Ms autogr. 4 p. (21 x 13)

À ses parents

Athènes 12 octobre 64

Très chers parents,

Je vous écrivais, il y a quelques jours, que nous espérions nous organiser à Corfù pour visiter la Grèce1: nous comptions sur l'aide de notre consul pour lequel nous avions une recommandation du consul de Venise. Nous sommes allés le voir à notre arrivée: il nous a reçu de la façon la plus gracieuse et après une longue conversation sur l'Orient qu'il a visité, sur l'art qu'il aime comme nous, il a eu l'amabilité de nous faire voir sa riche collection de monnaies et de nous inviter à dîner avec lui. Mais il nous apprit que depuis que les anglais avaient quitté Corfù, on n'y trouvait plus de guides et qu'il fallait venir à Athènes pour être à même de visiter le pays; nous suivîmes son conseil et nous voici arrivés ici dans les meilleures conditions. Nous sommes déjà remis de la fatigue des quinze journées de traversée que nous avons eu à subir presque sans intervalles depuis Trieste, et notre départ pour l'intérieur du pays est fixé à samedi2 avec un guide qui vient de diriger le duc d'Aumale dans une excursion de huit jours en Péloponnèse3.

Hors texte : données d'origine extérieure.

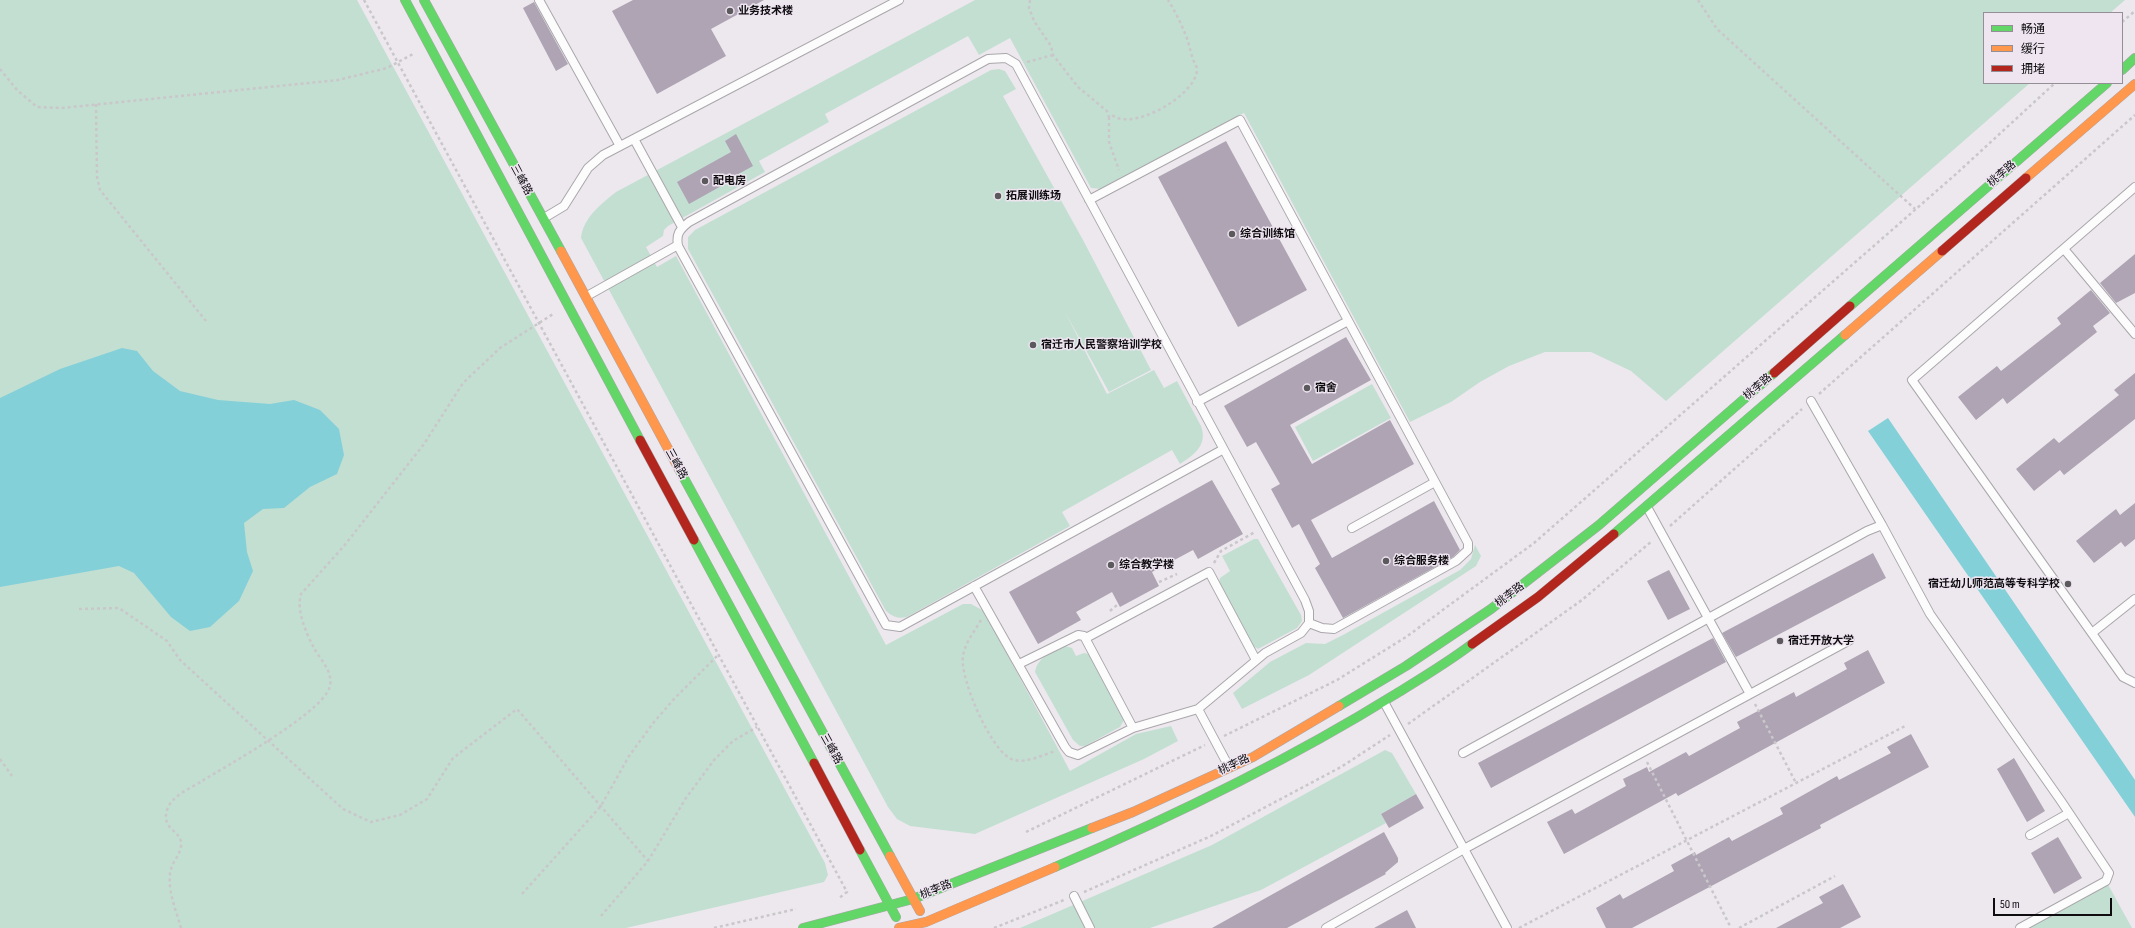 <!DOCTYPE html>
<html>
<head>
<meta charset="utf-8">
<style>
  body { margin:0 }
  #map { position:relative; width:2135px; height:928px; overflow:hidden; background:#ede8ee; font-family:"Sofia Sans Condensed","Noto Sans SC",sans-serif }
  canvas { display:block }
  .legend { position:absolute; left:1983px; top:12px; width:140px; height:72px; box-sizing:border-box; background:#eee5f1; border:1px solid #948e97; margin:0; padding:5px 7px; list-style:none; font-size:12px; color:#0e0c0f }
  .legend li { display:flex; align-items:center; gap:8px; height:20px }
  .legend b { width:20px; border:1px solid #948e97 }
  .scale { position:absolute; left:1993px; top:898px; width:119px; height:18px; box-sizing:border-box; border:2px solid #0e0c0f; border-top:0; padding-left:5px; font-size:12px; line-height:14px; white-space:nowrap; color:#0e0c0f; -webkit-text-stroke:3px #eee5f1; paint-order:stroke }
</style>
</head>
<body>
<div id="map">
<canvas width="2135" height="928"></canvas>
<ul class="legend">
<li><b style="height:5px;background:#63d668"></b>畅通</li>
<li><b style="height:5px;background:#ff974d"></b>缓行</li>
<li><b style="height:5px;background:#b3261e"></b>拥堵</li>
</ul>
<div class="scale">50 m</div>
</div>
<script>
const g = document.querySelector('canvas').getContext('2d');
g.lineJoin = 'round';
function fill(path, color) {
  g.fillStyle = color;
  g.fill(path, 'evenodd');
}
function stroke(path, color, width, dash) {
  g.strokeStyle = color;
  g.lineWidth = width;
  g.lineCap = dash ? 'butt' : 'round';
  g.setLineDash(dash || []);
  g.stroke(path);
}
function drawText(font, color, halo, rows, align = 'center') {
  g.font = font + ' "Sofia Sans Condensed","Noto Sans SC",sans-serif';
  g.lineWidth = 3;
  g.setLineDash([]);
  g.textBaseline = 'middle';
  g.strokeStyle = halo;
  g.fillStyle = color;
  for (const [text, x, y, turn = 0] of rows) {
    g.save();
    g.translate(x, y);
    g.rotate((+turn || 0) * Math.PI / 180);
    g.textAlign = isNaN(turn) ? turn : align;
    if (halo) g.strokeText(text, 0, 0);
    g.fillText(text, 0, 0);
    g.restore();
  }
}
const green = new Path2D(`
  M0,0h357l468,863 3,12 -4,7 -198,46h-626z
  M975,0h1150l-15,13h-126v70h46l-364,318 -35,-30 -40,-19h-46l-36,14 -29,16 -29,20 -41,20 -166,-309 -143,76 -10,-1 -81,-150 -31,17 -11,-19 -143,78 4,8 -70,39 6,11 -97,54 -4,4 -1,6 -17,11 11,20 19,-11 210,389 77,-41h8l13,7 86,160 66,-37 35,-8 7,15 -34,18 -169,75 -65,-8 -13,-7 -9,-12 -307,-569c2,-20 20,-34 35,-46z
  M999,69l6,2 11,18 -13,7 80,144 68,130 -42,22 -44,-80 42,82 47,-24 10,18 13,-7 24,45c7,19 -7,29 -21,38l-8,-14 -110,62 8,14 -163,91c-9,2 -14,0 -21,-6l-198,-362v-12l7,-7 296,-160z
  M1372,384l19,34 -78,43 -18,-34z
  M1254,539h4l43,76 1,6 -5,7 -39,21 -6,-4 -33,-62 1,-5 10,-7 -8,-15z
  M1475,545l6,11 -5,10 -167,109 -67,34 -9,-16 37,-31 36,-19 19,1 18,-9 117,-65 11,-11z
  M1065,646l7,2 4,8 8,-3 5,1 35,66 -4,7 -35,19h-5l-7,-6 -38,-68c3,-16 17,-19 30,-26z
  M1385,750l7,3 24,41 -35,20 5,9 -125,67 -111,38h-130l192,-83z
  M2106,881l26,47h-110z`);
const water = new Path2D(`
  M122,348l15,3 16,20 27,20 38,9 52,4 24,-4 26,10 19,19 5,26 -7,19 -27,13 -26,21 -21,1 -19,14 3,29 6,19 -14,30 -29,26 -20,4 -19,-14 -37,-44 -15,-7 -119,21v-189l60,-29z
  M1888,418l247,362v37l-267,-386z`);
const building = new Path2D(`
  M633,0h131l-53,29 15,27 -69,38 -45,-83z
  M534,2l34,62 -12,7 -33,-63z
  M736,134l17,32 -22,12 1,2 -43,24 -12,-22 54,-30 -6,-11z
  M1226,141l81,149 -69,37 -80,-150z
  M2135,254v39l-19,10 -16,-20z
  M2091,290l19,23 -17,13 4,6 -90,72 -4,-6 -27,22 -18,-23 39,-31 4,5 60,-47 -4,-6z
  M1346,337l25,43 -81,45 22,39 78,-44 24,44 -103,56 21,38 102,-57 26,49 -7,7 -110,61 -28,-50 5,-4 -21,-40 -7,4 -21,-39 9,-5 -24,-42 -9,5 -23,-41z
  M2135,373v46l-71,56 -4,-5 -26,21 -18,-22 38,-31 5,5 60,-48 -5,-5z
  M1212,480l31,54 -45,25 -5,-9 -41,22 7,14 -39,21 -8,-15 -36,20 5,8 -43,24 -29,-52z
  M2135,503v36l-10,8 -4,-5 -27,21 -18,-22 40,-32 4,6z
  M1873,553l13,25 -150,79 -14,-24z
  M1669,570l21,39 -22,11 -21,-39z
  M1713,638l13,24 -235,126 -13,-25z
  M1868,650l17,33 -207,113 -2,-3 -112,61 -17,-32 25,-13 3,5 51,-28 -3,-7 24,-12 2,5 37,-20 3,4 51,-28 -3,-6 57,-30 2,5 51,-28 -3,-6z
  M1911,734l18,33 -109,58 1,3 -189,100h-26l-10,-20 24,-14 3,5 51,-28 -3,-6 24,-13 1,3 33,-18 3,4 51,-27 -3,-6 57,-32 2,4 52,-27 -4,-6z
  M2014,758l31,53 -18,11 -30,-53z
  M1416,794l8,14 -35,20 -8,-14z
  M1384,832l14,26v4l-13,11 1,1 -99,54h-75z
  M2058,837l24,41 -28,16 -23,-41z
  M1843,884l18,33 -21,11h-64l47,-25 -4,-6z
  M1407,910l9,18h-42z`);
const path = new Path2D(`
  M364,0l483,892 -8,6
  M1030,0l-1,8 5,13 17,25 2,9 25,32 29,24 2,6 3,-2c21,17 84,-20 85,-45 0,-4 -3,-7 -4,-11 -3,-8 -4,-16 -7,-23 -5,-13 -11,-25 -18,-36
  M1698,0l19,29 198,180
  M2122,22l13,-11
  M1027,62l26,-7
  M0,69l17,21 20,17 25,1 276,-28 49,-12 26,-14
  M96,104l1,73 3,13 106,131
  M1109,117v25l10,28
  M1819,394l316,-279
  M1670,526l132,-117
  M1214,563l7,-12 34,-19
  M1159,582l18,-8
  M79,609l40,-1 48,33 13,19 163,149 28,13 29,-7 27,-16 26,-41 64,-49 131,152
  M1110,611l7,-6
  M981,620c-7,12 -16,23 -18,36 -4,21 29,99 51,104 13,3 29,-5 41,-9
  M1755,704l41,79
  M1408,724l174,-124 70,-59
  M1224,736l113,-56 69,-43 128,-94 422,-369 99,-91
  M0,759l12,17
  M1647,762l84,166
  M1026,832l179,-87
  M1084,892l127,-56 130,-69 49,-32
  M522,894l79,-88 28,-50 25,-34 20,-23 44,-44
  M601,916l47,-55 38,-63 28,-38 19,-19 24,-14
  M181,928c-5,-18 -15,-41 -10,-59 2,-8 9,-14 10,-23 2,-16 -20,-15 -14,-36 4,-14 24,-22 35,-29 26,-16 116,-66 127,-92 6,-16 -8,-28 -15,-41 -8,-15 -18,-38 -13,-54l43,-48 80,-102 39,-61 37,-35 53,-34
  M714,928l82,-19
  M994,928l70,-28
  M1519,928l388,-203
  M1739,928l96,-52`);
const lane = new Path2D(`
  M539,0l81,146
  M634,139l48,88
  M2135,187l-223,193 211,297 12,6
  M1089,200l151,-80 228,423v7l-12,11 -122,68 -12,-1 -13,-5
  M544,218l20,-12 24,-38 15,-13 296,-155
  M2064,249l71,85
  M587,296l91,-51
  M1811,401l71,124
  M1197,402l151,-81
  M1647,507l103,187
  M1352,528l83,-46
  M974,586l91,161 4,5 9,3 55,-27 65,-19 67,-56 36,-20 8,-10v-12l-4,-11 -289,-536 -10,-6 -18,1 -299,163c-10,8 -13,12 -11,24l208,379 14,2 322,-177
  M2092,633l43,-34
  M1086,638l123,-66 47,88
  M1019,664l59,-29 6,1 49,92
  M1384,702l123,226
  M1198,709l31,58
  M1463,753l404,-222 15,-6 48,89 131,187 48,72 -3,8 -86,47
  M2030,835l39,-22
  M1074,896l16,32
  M1326,928l138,-79 386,-209`);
const fast = new Path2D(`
  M405,0l235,440
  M424,0l137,251
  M2122,70l13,-12
  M1850,306l257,-223
  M679,469l211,387
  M1614,534l231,-199
  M694,540l120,223
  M1339,706l67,-40 85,-57 108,-84 175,-152
  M860,850l36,67
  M1055,867c117,-50 231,-105 339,-172 26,-16 53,-32 78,-51
  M803,928l110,-29 179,-71`);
const slow = new Path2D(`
  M2026,178l109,-94
  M561,251l118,218
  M1845,335l97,-84
  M1092,828l41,-16 120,-55 86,-51
  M890,856l30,55
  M899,928l27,-6 129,-55`);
const jam = new Path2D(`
  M1942,251l84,-73
  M1774,373l76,-67
  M640,440l54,100
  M1472,644l66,-47 76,-63
  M814,763l46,87`);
const markers = [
  [730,11,4,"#5c595d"],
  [705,181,4,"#5c595d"],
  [998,196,4,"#5c595d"],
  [1232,234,4,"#5c595d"],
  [1033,345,4,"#5c595d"],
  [1307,388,4,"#5c595d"],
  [1386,561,4,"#5c595d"],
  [1111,565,4,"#5c595d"],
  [2068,584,4,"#5c595d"],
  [1780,641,4,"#5c595d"]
];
const poiNames = [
  ["业务技术楼",738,11],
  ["配电房",713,181],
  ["拓展训练场",1006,196],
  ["综合训练馆",1240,234],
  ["宿迁市人民警察培训学校",1041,345],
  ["宿舍",1315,388],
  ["综合服务楼",1394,561],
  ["综合教学楼",1119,565],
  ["宿迁幼儿师范高等专科学校",2060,584,"right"],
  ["宿迁开放大学",1788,641]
];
const streetNames = [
  ["桃李路",2002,174,-41],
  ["三峰路",521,180,62],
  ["桃李路",1758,387,-41],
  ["三峰路",676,464,61],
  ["桃李路",1510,595,-37],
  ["三峰路",831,749,61],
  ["桃李路",1234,765,-25],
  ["桃李路",936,890,-22]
];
fill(green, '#c3dfd2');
fill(water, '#84d0d9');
fill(building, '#aea4b3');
stroke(lane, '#aaa7ab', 10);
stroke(fast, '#aaa7ab', 10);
stroke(slow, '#aaa7ab', 10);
stroke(jam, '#aaa7ab', 10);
stroke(path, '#c9c7ca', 2.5, [3, 3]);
stroke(lane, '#fcfcfc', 8);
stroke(fast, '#63d668', 9);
stroke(slow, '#ff974d', 9);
stroke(jam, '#b3261e', 9);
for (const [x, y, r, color] of markers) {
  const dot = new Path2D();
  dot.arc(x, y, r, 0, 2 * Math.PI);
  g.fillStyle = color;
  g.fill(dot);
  stroke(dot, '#eee5f1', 1.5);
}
drawText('bold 11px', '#0e0c0f', '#eee5f1', poiNames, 'left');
drawText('11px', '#0e0c0f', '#eee5f1', streetNames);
</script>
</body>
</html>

C'est aussi facile et sûr, nous a dit Mr Grasset, consul à Corfù, qu'une promenade en France; seulement nous serons obligés selon l'habitude du pays d'emporter tout un mobilier, car les khonis ou auberges ne se composent que de chambres nues. Dans une quarantaine de jours nous serons de retour à Athènes.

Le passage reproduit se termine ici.